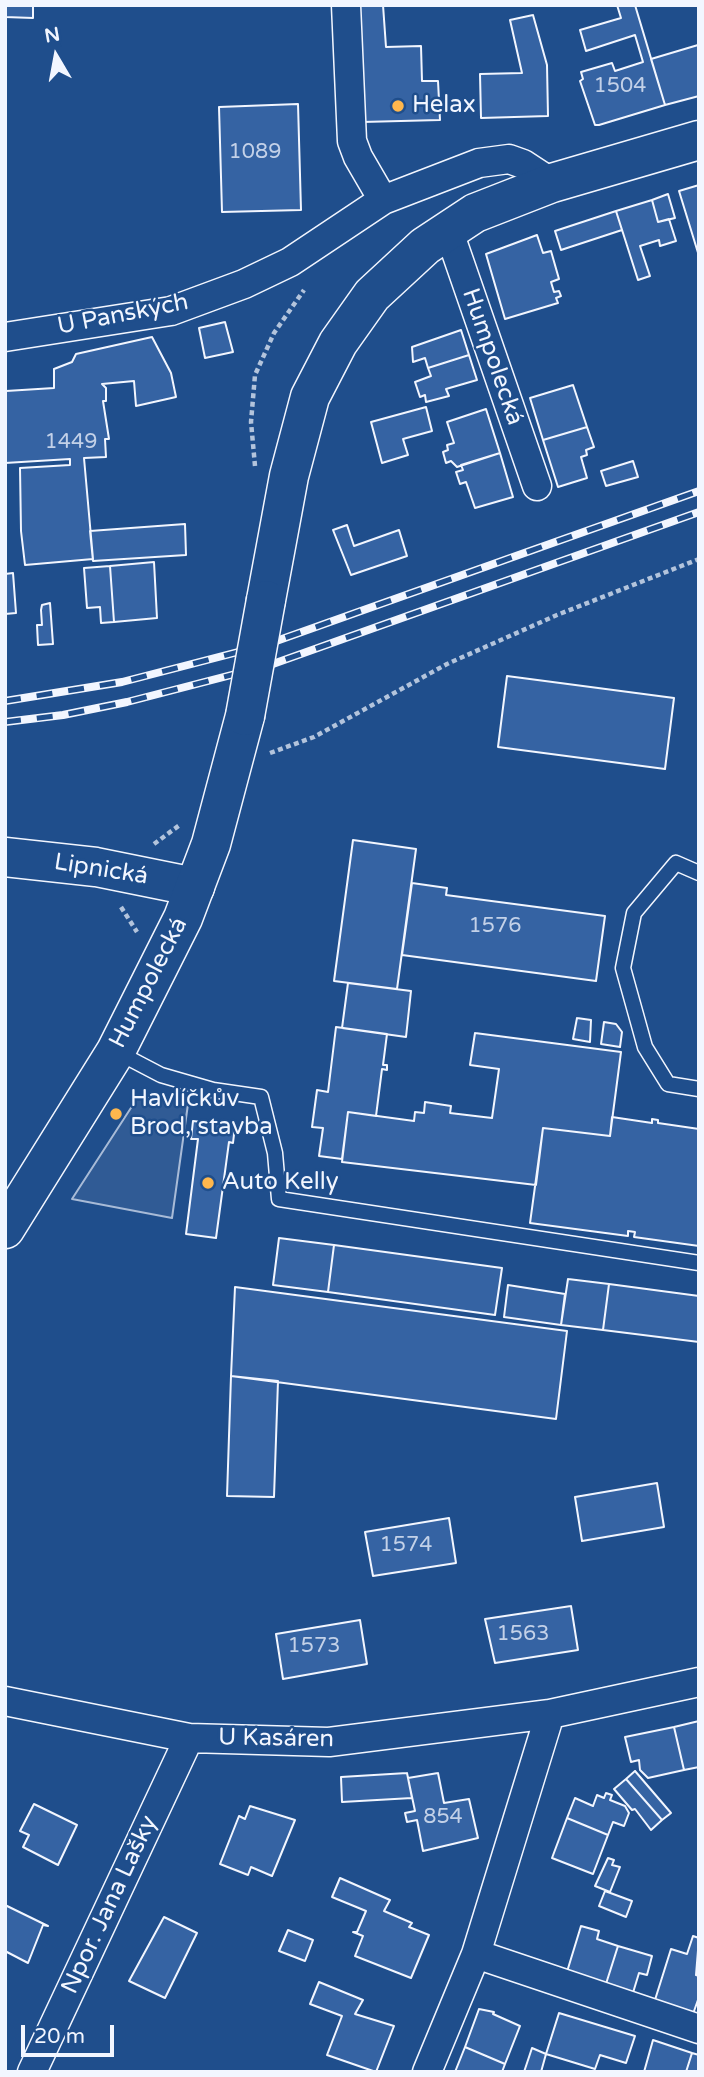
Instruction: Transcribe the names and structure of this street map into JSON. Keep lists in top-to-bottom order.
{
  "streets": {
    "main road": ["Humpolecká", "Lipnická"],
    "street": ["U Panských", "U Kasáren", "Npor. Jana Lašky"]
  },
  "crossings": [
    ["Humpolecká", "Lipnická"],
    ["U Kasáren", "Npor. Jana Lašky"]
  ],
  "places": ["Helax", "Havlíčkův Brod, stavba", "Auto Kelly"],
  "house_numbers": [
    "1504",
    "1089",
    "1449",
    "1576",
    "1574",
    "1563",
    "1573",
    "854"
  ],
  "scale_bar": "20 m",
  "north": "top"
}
________
• [What to work on]:
When you transcribe these entries, keep every word exact and drop the pictures.

• [Result for this exercise]:
Instruction: Transcribe the names and structure of this street map into JSON. Keep lists in top-to-bottom order.
{
  "streets": {
    "main road": ["Humpolecká", "Lipnická"],
    "street": ["U Panských", "U Kasáren", "Npor. Jana Lašky"]
  },
  "crossings": [
    ["Humpolecká", "Lipnická"],
    ["U Kasáren", "Npor. Jana Lašky"]
  ],
  "places": ["Helax", "Havlíčkův Brod, stavba", "Auto Kelly"],
  "house_numbers": [
    "1504",
    "1089",
    "1449",
    "1576",
    "1574",
    "1563",
    "1573",
    "854"
  ],
  "scale_bar": "20 m",
  "north": "top"
}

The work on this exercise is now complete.